Front-line responders say this real-time environmental awareness is a game-changer. Los Angeles Fire Department Chief J. Lesinski, who oversaw Lifeline’s use during the 2016 Academy Awards in Hollywood, described how it empowers emergency managers to act before a threat escalates. “Once we have situational awareness [through Lifeline], we can provide the appropriate protective actions for emergency management,” Lesinski said. “Our goal is to limit loss, to reduce the threat through early detection, share the information with decision makers, and provide safety for first responders and the public.” In practical terms, the system can feed a fire incident commander live readings of toxic gas levels or radiation on a firefighter’s handheld device, or instantly alert a team if a confined-space worker stops moving. During the intense wildfire siege that hit Los Angeles in 2025, the LAFD deployed Lifeline’s latest iteration to track smoke and air quality in real time, streaming data to command centers. The live sensor feeds, combined with mapping and plume modeling software, guided firefighting crews and helped protect both firefighters and residents on the ground(**). Safe Environment Engineering noted that its system proved a “vital asset in life-saving decisions” during those wildfires, as every second of early warning counted.

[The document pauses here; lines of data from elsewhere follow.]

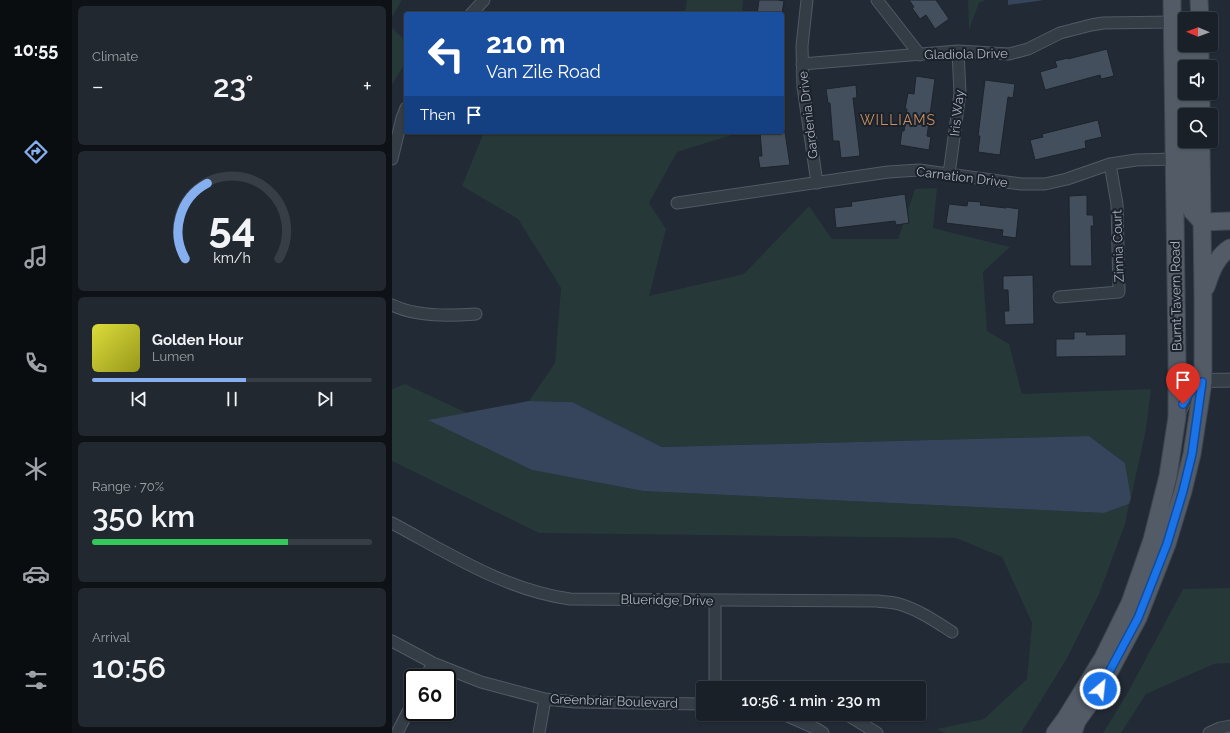 <!DOCTYPE html>
<meta charset="utf-8">
<style>
:root{--surface:#192028;--page:#222830;--text:#f1f3f6;--muted:#9fa3a8;--line:#373e45;--accent:#86aff0}
body{margin:0;font-family:Raleway,sans-serif;background:var(--page);color:var(--text);height:100vh;display:flex;flex-direction:column;font-size:15px;white-space:nowrap}
*{box-sizing:border-box;margin:0}
p{font-size:13px;color:var(--muted)}
.icon{flex:none;width:22px;height:22px;fill:none;stroke:currentColor;stroke-width:2;stroke-linecap:round;stroke-linejoin:round}
.map{position:relative;flex:1;overflow:hidden}
.sheet{display:flex;flex-direction:column;gap:6px;padding:6px;background:#0e1216;width:320px}
.sheet>*{flex:none}
.banner{position:absolute;left:12px;top:12px;width:380px;height:122px;border-radius:4px;box-shadow:0 1px 3px #0004,0 0 0 1px var(--line);background:#1a4fa0;color:#fff;overflow:hidden}
.needle{width:26px;rotate:271deg}
.controls{position:absolute;left:786px;top:12px;display:grid;gap:8px}
.controls a{display:grid;place-items:center;width:40px;height:40px;border-radius:4px;background:var(--surface);box-shadow:0 1px 3px #0004,0 0 0 1px var(--line);font-size:20px}
.speed{position:absolute;left:12px;top:669px;display:flex;gap:8px;font-size:20px;font-weight:700;text-align:center}
.speed>*{display:grid;place-content:center;width:52px;height:52px;border-radius:50%;background:var(--surface);box-shadow:0 1px 3px #0004,0 0 0 1px var(--line);line-height:1}
.speed .limit{border:2px solid #111;border-radius:6px;background:#fff;color:#111}
.pin{position:absolute;display:grid;place-items:center;width:34px;height:34px;color:#fff;margin:-41px -17px;border-radius:50% 50% 50% 0;rotate:-45deg;box-shadow:0 0 4px #0007}
.pin .icon{rotate:45deg}
.me{position:absolute;width:44px;margin:-22px;rotate:28deg;stroke-linejoin:round;filter:drop-shadow(0 0 3px #0008)}
.turn{display:flex;align-items:center;gap:14px;height:84px;padding:0 16px;font-size:18px}
.turn .icon{width:52px;height:52px;stroke-width:2.5}
.turn b{display:block;font-size:28px;line-height:34px}
.then{display:flex;align-items:center;height:38px;padding:0 16px;background:#0003;gap:8px;font-size:15px}
.big{font-size:30px;font-weight:600;line-height:1.1}
.sheet .widget{flex:1;display:flex;flex-direction:column;justify-content:center;gap:6px;min-width:0;padding:0 14px;border-radius:6px;background:var(--page)}
.sheet .dial{align-items:center;gap:0}
.dial svg{height:104px;overflow:visible;fill:none;stroke:var(--line);stroke-width:7;stroke-linecap:round;text-anchor:middle}
.dial text{fill:var(--text);stroke:none}
.song{display:flex;align-items:center;gap:12px}
.cover{width:48px;height:48px;border-radius:6px;background:linear-gradient(135deg,hsl(60 70% 55%),hsl(60 70% 35%))}
.played{height:4px;border-radius:2px;background:linear-gradient(90deg,var(--accent) 55%,var(--line) 55%)}
.keys{display:flex;justify-content:space-around;direction:ltr}
.heat{display:flex;justify-content:space-between;align-items:center;font-size:22px;direction:ltr}
.charge{height:6px;border-radius:3px;background:linear-gradient(90deg,#34c759 70%,var(--line) 0)}
.trip{position:absolute;left:304px;top:681px;width:230px;height:40px;border-radius:4px;background:var(--surface);box-shadow:0 1px 3px #0004,0 0 0 1px var(--line);font-weight:600;line-height:40px;text-align:center}
main{display:flex;flex:1;min-height:0}
.tabs{display:flex;flex-direction:column;width:72px;justify-content:space-around;align-items:center;background:#0a0d10;color:var(--muted)}
.tabs .icon{width:28px;height:28px}
.tabs .current{color:var(--accent)}
.tabs b{font-size:18px;color:var(--text)}
.map>svg:first-child{display:block}
.green{fill:#263838}
.water{fill:#36455c}
.building{fill:#444f5d;stroke:#1c232c}
.lines{fill:none;stroke-linecap:round;stroke-linejoin:round}
.minor-casing{stroke:#525964;stroke-width:13}
.tertiary-casing{stroke:#525964;stroke-width:15}
.primary-casing{stroke:#3e4550;stroke-width:19}
.minor{stroke:#343c46;stroke-width:11}
.tertiary{stroke:#343c46;stroke-width:13}
.primary{stroke:#525b66;stroke-width:17}
.route-casing{stroke:#114b97;stroke-width:10}
.route{stroke:#1a73e8;stroke-width:7}
.labels{text-anchor:middle;dominant-baseline:central;stroke-width:4;stroke-linejoin:round;paint-order:stroke}
.street-label{font-size:13px;fill:#afb6c3;stroke:#1a212a}
.neighbourhood-label{font-size:14px;letter-spacing:1px;fill:#cb8f61;stroke:#1a212a}
</style>
<main>
<nav class="tabs">
<b>10:55</b>
<svg class="icon current" aria-label="directions" viewBox="0 0 24 24"><path d="M12 3l9 9-9 9-9-9zM9 14v-3h6M13 9l2 2-2 2"/></svg>
<svg class="icon" aria-label="music" viewBox="0 0 24 24"><path d="M9 18V5l10-2v13"/><circle cx="6" cy="18" r="3"/><circle cx="16" cy="16" r="3"/></svg>
<svg class="icon" aria-label="phone" viewBox="0 0 24 24"><path d="M5 4h4l2 5-3 2q2 4 5 5l2-3 5 2v4C11 20 4 13 5 4z"/></svg>
<svg class="icon" aria-label="climate" viewBox="0 0 24 24"><path d="M12 3v18M4 7l16 10M4 17L20 7"/></svg>
<svg class="icon" aria-label="car" viewBox="0 0 24 24"><path d="M5 17H2v-5l4-1 3-4h7l3 4 3 1v5h-3M9 17h6M6 11h13"/><circle cx="7" cy="17" r="2"/><circle cx="17" cy="17" r="2"/></svg>
<svg class="icon" aria-label="filters" viewBox="0 0 24 24"><path d="M4 7h16M4 17h16"/><circle cx="9" cy="7" r="2"/><circle cx="15" cy="17" r="2"/></svg>
</nav>
<section class="sheet">
<div class="widget"><p>Climate</p>
<div class="heat"><a>−</a><b class="big">23°</b><a>+</a></div>
</div>
<div class="widget dial"><svg viewBox="0 0 100 80">
<path d="M14 69A42 42 0 1 1 86 69"/>
<path d="M14 69A42 42 0 0 1 31 11" stroke="#86aff0"/>
<text x="50" y="56" font-size="32" font-weight="700">54</text>
<text x="50" y="72" font-size="11">km/h</text>
</svg></div>
<div class="widget">
<div class="song"><i class="cover"></i><div><b>Golden Hour</b><p>Lumen</p></div></div>
<div class="played"></div>
<div class="keys"><svg class="icon" aria-label="previous" viewBox="0 0 24 24"><path d="M18 5L8 12l10 7zM5 5v14"/></svg><svg class="icon" aria-label="pause" viewBox="0 0 24 24"><path d="M8 5v14M16 5v14"/></svg><svg class="icon" aria-label="next" viewBox="0 0 24 24"><path d="M6 5l10 7-10 7zM19 5v14"/></svg></div>
</div>
<div class="widget"><p>Range · 70%</p><b class="big">350 km</b><div class="charge"></div></div>
<div class="widget"><p>Arrival</p><b class="big">10:56</b></div>
</section>
<div class="map">
<svg width="838" height="733" viewBox="0 0 838 733">
<rect width="100%" height="100%" fill="#212a35"/>
<path class="green" d="M0 0H10L0 17Z
M295 0H351L350 14H293Z
M576 0H594L587 3 577 30Z
M0 28 14 41V62L0 85Z
M92 132H343V134L285 152 257 203 274 229 257 296 352 274 417 206 440 239H506L523 189 545 188 541 228 618 247 591 272 595 331 617 344 630 394 759 389 754 429 739 498 733 463 697 436 270 447 180 402 137 401 163 363 169 288 126 219 70 186Z
M13 384 75 413 37 420 140 470 251 491 712 513 737 504 733 524 707 594 674 660 629 733H553L545 729 592 719 635 679 640 623 610 557 564 538 147 533 0 461V389Z
M838 588V663L822 664 754 694 729 733H711L735 694 791 589Z"/>
<path class="water" d="M616 0H652L616 5Z
M137 401 180 402 270 447 697 436 733 463 739 498 737 504 712 513 251 491 140 470 36 420Z"/>
<path class="building" d="M367 0H386L392 1 390 14H365Z
M517 0H544L557 19 543 29 534 15 528 19 520 8 522 7Z
M715 49 722 76 709 79 708 75 653 90 648 72 665 67 663 61 676 58V59Z
M524 76 543 79 535 136 539 137 537 150 508 145 510 131H512L515 109H513L516 93 522 94Z
M593 80 623 84 621 98 616 97 608 155 586 152 588 136H586Z
M464 85 465 98H461L468 156 449 158 447 141H441L438 103H436L434 89Z
M706 120 710 137 693 141 694 148 643 160 638 140 651 137 650 134Z
M368 132H393L398 165 368 168 366 156H370Z
M513 194 517 223 504 225 503 221 444 228 442 208 460 206 459 202Z
M695 195V215H701L702 226H699L700 266H678L677 196Z
M576 201 589 202 588 205 614 208V207L627 209 624 238 610 236 611 230 554 223 557 204 575 206Z
M641 275 642 324 613 325 612 311H617L616 290H611V276Z
M682 332H695L694 335 734 334V356L664 357V339H682Z"/>
<g class="lines">
<defs>
<path id="minor" d="M415 0 410 46 411 87 425 183
M485 0 528 55
M79 14 92 0
M410 64 566 51 617 54 636 49 668 33 699 25 711 23 780 22
M0 159 10 118 14 108
M557 174 568 93 566 51
M285 203 496 172 527 170 629 184H653L675 179 718 164 744 160 782 159
M667 297 727 292 725 204 718 164
M0 305C24 317 58 316 84 314
M0 523C56 553 113 590 178 599L485 601C492 602 500 602 507 604 527 610 543 621 560 632
M0 641 41 663 89 682 153 699 183 702 311 704
M33 678 41 663
M323 688V600
M391 714 425 729 431 733
M454 714 485 733
M5 733 21 702
M147 733 153 699
M817 733 828 728 838 726"/>
<path id="tertiary" d="M786 415C791 403 797 388 810 382 816 379 831 381 838 380"/>
<path id="primary" d="M807 0 808 19
M785 30 794 57V67
M808 45V67
M795 93V115
M809 93V115
M795 141 797 198 800 211 810 222 838 221
M814 287C819 272 824 257 838 248
M663 733 674 718 711 658 738 603 760 540 776 476 785 417V357L780 0
M681 733 685 721 708 689 746 618 775 544 791 491 800 454 811 382V297L809 141"/>
</defs>
<use href="#minor" class="minor-casing"/>
<use href="#tertiary" class="tertiary-casing"/>
<use href="#primary" class="primary-casing"/>
<use href="#minor" class="minor"/>
<use href="#tertiary" class="tertiary"/>
<use href="#primary" class="primary"/>
</g>
<g class="lines">
<defs>
<path id="route" d="M708 689 746 618 775 544 791 491 800 454 810 382 800 389 791 404"/>
</defs>
<use href="#route" class="route-casing"/>
<use href="#route" class="route"/>
</g>
<g class="labels">
<g class="street-label">
<text transform="translate(574 54) rotate(-1)">Gladiola Drive</text>
<text transform="translate(565 113) rotate(-84)">Iris Way</text>
<text transform="translate(416 115) rotate(-97)">Gardenia Drive</text>
<text transform="translate(570 177) rotate(7)">Carnation Drive</text>
<text transform="translate(726 246) rotate(-92)">Zinnia Court</text>
<text transform="translate(784 296) rotate(-91)">Burnt Tavern Road</text>
<text transform="translate(275 600) rotate(1)">Blueridge Drive</text>
<text transform="translate(222 701) rotate(2)">Greenbriar Boulevard</text>
</g>
<g class="neighbourhood-label">
<text x="506" y="120">WILLIAMS</text>
</g>
</g>
</svg>
<div class="controls">
<a><svg class="needle" viewBox="-14 -14 28 28"><path d="M0-13l5 13h-10z" fill="#e53935"/><path d="M0 13l5-13h-10z" fill="#9fa3a8"/></svg></a>
<a><svg class="icon" aria-label="sound" viewBox="0 0 24 24"><path d="M4 9h4l5-4v14l-5-4H4zM17 9q2 3 0 6"/></svg></a>
<a><svg class="icon" aria-label="search" viewBox="0 0 24 24"><circle cx="10" cy="10" r="6"/><path d="M15 15l6 6"/></svg></a>
</div>
<div class="speed"><div class="limit">60</div></div>
<div class="pin" style="left:791px;top:404px;background:#d93025"><svg class="icon" aria-label="arrive" viewBox="0 0 24 24"><path d="M6 21V4h12l-3 4 3 4H6"/></svg></div>
<svg class="me" style="left:708px;top:689px" viewBox="-20 -20 40 40"><circle r="17" fill="#1a73e8" stroke="#fff" stroke-width="3"/><path d="M0-11L8 9 0 5-8 9z" fill="#fff"/></svg>
<div class="trip">10:56 · 1 min · 230 m</div>
<div class="banner">
<div class="turn"><svg class="icon" aria-label="left" viewBox="0 0 24 24"><path d="M17 20v-9H6M10 6l-5 5 5 5"/></svg><div><b>210 m</b>Van Zile Road</div></div>
<div class="then">Then<svg class="icon" aria-label="arrive" viewBox="0 0 24 24"><path d="M6 21V4h12l-3 4 3 4H6"/></svg></div>
</div>
</div>
</main>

From Warfighter to Firefighter
The journey of Lifeline from an Air Force hangar to a firefighter’s turnout gear is a vivid example of dual-use technology – a military innovation finding a second life safeguarding civilians. In 2010, the Department of Homeland Security was so impressed with Lifeline’s potential that it funded a pilot project called ICBRNE to integrate the system into national emergency response. In a two-day Los Angeles exercise simulating a nuclear explosion, Lifeline’s network was put to the test handling data from countless sensors across the city. The result: the system easily managed the “massive amounts of data” – using only 5% of its server capacity – and proved that such connectivity would enable officials to “respond more effectively and save lives” in an actual crisis. The Federal Emergency Management Agency later made this project a case study in how to improve multi-agency disaster response, and lessons from it are now taught in homeland security graduate programs.
For SEE, a small business based in Valencia, Calif., the success of Lifeline validates the SBIR model of innovation. The company is continuing to refine its lifesaving tech: a next-generation Lifeline device is in the works, designed to be even simpler to use and fully integrated into the modern Internet of Things – meaning an array of smart devices seamlessly sharing data on the fly. It’s all part of what Lamensdorf calls a paradigm shift that SBIR funding set in motion. “The Air Force SBIR was critical in bringing this valuable technology into the public safety sphere,” he said, noting that the investment not only solved an Air Force problem but opened vast new markets in “homeland security, public safety, and defense.”
The Lifeline story shows how a tool built to save warfighters can end up saving firefighters. It makes tangible the often abstract notion that defense R&D spending yields civilian dividends. From a lone mechanic crawling inside a jet wing, to an entire marathon crowd on a city street, the same technology has scaled to protect lives in many arenas. And for the firefighters and emergency crews who risk their lives for others, what began as a military experiment has become exactly what its name promises – a lifeline – one that helps ensure America’s heroes come home safe from the hazards they face.